Learning How to Screen for Substance Abuse
A new program designed to teach students how to screen patients for substance use disorders has been implemented for P&S and dental students at Columbia. The program, funded by a grant from the Substance Abuse and Mental Health Services Administration, is integrated into the required curriculum over the course of all four years.
The program aims to teach a variety of approaches to screening and brief interventions that take a nonjudgmental approach to substance use by applying evidence-based methods that have been shown to reduce rates of heavy drinking, nicotine use, and drug use among patient populations.
Students who participate in the program are being introduced to SBIRT (Screening, Brief Intervention, and Referral to Treatment) and techniques for motivational interviewing. The program uses multiple teaching techniques, including lectures, videos, small-group discussions, role-playing, and screening of standardized patients to help students learn and practice SBIRT. Standardized patient encounters, modeled on a part of the board certification process for physicians, allow students to practice history taking and physical exam skills to prepare to see patients in clinical settings.
The Substance Abuse and Mental Health Services Administration has funded initiatives to introduce SBIRT training nationally, although mostly for residency programs up until the past year.
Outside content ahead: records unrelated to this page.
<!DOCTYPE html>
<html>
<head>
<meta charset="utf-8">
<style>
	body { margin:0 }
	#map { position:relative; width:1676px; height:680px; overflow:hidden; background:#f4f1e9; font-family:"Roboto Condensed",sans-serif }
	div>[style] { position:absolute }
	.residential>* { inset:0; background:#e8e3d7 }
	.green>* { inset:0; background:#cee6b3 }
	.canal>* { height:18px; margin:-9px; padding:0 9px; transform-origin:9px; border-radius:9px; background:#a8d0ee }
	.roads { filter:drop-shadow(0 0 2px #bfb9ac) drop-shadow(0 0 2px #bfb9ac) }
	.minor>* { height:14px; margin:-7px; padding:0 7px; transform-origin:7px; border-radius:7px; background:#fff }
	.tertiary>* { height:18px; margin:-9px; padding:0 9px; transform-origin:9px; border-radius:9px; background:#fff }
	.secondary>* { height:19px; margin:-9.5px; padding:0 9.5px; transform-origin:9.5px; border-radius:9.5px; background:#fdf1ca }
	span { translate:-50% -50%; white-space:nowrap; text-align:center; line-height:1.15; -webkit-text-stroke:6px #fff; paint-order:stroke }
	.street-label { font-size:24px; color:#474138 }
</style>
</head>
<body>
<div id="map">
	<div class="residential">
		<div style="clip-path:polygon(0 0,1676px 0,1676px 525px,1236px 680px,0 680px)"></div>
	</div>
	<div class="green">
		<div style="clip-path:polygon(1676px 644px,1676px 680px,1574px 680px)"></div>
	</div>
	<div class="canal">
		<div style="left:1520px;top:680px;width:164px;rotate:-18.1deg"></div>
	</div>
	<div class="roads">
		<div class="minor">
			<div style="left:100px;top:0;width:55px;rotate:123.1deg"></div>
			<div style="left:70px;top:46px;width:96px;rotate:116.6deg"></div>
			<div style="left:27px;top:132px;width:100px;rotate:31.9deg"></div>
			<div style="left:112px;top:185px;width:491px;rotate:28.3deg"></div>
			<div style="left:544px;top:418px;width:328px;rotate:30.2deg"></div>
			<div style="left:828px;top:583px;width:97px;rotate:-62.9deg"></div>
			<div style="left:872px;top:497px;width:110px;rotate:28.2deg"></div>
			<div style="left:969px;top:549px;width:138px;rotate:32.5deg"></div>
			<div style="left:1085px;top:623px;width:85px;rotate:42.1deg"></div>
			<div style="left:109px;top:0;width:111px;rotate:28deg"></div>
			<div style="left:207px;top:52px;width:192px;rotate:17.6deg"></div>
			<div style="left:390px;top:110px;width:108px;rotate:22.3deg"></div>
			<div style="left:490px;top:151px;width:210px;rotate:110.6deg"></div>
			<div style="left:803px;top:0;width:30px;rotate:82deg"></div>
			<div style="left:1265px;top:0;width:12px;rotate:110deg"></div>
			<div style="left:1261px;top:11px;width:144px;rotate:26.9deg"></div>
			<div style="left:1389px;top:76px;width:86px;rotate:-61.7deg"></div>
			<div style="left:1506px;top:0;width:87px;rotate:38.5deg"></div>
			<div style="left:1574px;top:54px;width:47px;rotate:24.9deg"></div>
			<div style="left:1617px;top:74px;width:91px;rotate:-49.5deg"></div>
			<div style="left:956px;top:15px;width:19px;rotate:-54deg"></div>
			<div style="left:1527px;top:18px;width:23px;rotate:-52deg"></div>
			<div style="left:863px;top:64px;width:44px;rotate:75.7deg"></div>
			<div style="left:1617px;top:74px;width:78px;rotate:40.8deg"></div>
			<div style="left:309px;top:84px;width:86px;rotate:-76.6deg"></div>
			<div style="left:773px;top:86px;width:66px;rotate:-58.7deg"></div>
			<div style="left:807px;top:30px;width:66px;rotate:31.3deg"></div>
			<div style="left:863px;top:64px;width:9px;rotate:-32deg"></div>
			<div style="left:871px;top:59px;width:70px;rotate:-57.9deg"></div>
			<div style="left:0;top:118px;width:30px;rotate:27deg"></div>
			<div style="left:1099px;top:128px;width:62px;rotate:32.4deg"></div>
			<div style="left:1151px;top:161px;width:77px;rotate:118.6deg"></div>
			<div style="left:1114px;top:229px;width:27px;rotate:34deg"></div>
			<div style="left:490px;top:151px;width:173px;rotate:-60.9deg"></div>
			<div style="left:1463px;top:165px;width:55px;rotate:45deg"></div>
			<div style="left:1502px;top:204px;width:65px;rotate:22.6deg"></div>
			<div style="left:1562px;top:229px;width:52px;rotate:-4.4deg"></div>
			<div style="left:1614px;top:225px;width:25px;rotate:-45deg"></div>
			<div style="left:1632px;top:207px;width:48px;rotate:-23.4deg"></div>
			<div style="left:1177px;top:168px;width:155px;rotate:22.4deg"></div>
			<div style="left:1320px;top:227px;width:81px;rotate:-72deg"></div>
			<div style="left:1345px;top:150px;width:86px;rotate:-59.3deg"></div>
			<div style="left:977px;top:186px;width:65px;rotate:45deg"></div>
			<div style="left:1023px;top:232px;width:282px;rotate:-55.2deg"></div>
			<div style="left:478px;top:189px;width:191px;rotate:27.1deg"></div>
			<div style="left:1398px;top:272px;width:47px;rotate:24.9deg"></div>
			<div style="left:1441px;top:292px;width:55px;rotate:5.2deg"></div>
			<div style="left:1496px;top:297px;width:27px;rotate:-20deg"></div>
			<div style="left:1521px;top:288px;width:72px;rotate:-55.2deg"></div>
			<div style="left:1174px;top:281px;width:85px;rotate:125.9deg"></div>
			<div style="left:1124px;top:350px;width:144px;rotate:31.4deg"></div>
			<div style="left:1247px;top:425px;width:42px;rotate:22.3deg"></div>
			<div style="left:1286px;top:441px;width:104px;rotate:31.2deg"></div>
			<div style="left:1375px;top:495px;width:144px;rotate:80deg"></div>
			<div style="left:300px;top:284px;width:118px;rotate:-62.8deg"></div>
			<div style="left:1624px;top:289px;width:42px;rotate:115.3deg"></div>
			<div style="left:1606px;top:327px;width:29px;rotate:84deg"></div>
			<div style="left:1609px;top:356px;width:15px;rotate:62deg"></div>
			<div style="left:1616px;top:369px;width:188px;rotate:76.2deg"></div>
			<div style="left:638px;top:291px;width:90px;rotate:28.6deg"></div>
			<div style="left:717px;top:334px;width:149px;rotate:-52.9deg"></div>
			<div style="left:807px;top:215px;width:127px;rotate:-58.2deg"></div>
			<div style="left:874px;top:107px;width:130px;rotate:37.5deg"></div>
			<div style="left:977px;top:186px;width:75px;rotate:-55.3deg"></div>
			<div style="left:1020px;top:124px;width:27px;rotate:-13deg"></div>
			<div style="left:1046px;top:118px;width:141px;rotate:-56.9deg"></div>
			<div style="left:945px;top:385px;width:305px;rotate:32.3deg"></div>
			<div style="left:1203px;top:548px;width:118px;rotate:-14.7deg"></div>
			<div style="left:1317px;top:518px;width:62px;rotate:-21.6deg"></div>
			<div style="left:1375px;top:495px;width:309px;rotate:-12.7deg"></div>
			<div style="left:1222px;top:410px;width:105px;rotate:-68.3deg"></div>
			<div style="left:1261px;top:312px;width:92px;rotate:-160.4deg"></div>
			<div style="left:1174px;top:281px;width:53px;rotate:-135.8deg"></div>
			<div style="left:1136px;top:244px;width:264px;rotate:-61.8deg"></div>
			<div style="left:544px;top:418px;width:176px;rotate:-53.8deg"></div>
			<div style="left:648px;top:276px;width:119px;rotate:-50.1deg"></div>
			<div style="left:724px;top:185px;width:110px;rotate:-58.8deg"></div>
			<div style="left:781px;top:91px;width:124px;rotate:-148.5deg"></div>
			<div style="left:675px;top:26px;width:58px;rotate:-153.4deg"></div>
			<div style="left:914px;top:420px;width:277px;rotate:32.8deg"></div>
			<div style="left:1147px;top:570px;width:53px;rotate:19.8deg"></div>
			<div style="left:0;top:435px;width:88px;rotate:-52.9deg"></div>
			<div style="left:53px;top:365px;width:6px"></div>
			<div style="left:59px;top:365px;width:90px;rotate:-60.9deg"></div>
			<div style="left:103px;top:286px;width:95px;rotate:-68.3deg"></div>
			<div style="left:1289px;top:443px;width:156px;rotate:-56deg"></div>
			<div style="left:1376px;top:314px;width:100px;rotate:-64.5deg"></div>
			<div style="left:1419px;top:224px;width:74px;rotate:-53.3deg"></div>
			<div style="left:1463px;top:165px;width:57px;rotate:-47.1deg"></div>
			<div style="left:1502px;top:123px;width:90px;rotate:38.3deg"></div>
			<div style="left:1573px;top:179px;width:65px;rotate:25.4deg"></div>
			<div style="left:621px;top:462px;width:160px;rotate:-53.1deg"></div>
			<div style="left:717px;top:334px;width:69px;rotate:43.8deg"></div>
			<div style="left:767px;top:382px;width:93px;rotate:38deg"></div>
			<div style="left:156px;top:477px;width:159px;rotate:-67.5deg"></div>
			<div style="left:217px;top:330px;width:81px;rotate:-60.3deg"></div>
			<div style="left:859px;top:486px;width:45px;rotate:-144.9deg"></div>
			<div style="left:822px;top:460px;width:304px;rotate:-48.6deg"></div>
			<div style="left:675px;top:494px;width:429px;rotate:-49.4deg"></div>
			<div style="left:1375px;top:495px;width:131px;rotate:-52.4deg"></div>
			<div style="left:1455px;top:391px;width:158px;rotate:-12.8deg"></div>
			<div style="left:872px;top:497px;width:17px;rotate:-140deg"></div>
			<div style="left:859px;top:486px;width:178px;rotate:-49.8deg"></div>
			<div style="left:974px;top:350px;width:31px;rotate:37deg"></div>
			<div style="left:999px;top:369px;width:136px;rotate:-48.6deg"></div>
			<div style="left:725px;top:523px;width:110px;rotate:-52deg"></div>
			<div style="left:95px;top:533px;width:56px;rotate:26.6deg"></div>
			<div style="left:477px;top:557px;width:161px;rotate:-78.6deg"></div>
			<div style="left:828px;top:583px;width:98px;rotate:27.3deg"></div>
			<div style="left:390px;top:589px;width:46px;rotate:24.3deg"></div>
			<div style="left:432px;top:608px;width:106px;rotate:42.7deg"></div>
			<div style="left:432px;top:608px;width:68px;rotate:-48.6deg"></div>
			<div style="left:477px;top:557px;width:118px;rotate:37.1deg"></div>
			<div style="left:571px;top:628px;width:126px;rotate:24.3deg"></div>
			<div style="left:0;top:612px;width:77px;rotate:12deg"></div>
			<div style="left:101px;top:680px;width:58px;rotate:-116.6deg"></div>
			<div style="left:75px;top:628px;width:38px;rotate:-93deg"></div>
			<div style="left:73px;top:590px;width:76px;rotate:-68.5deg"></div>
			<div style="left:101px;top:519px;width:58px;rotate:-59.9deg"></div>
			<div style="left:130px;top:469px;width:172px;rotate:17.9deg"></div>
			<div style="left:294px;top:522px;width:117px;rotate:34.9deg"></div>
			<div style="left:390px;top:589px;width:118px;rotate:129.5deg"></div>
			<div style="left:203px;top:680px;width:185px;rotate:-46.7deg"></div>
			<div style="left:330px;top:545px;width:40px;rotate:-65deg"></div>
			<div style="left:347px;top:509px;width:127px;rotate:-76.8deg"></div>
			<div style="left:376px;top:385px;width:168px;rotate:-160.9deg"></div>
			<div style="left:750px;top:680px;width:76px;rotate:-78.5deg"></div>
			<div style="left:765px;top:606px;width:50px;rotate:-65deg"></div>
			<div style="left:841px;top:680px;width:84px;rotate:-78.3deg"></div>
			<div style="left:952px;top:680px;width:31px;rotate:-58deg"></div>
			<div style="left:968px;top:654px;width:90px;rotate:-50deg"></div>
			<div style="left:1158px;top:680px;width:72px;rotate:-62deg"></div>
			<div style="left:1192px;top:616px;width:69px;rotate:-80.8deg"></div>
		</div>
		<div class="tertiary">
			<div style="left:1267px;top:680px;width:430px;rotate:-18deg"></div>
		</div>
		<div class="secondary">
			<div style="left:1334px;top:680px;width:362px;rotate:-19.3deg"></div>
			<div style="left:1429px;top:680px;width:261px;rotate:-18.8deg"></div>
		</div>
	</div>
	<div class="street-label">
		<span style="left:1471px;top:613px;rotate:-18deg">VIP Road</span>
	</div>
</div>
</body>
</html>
Increasing awareness about the impact of excessive substance use on health care outcomes across the country has prompted the agency to expand the initiative by adapting the curriculum for medical students to introduce concepts earlier in the course of a doctor’s training.
“Doctors have a lot more impact than they think they have in changing a patient’s behavior,” says Frances R. Levin, MD, the Kennedy-Leavy Professor of Psychiatry in the Division of Substance Use Disorders and the PI for the training program at Columbia. “We try to get the students comfortable with simply asking patients the questions.”
Dr. Levin hopes to expand the program next year to residents and ultimately offer the course to students at other CUMC schools.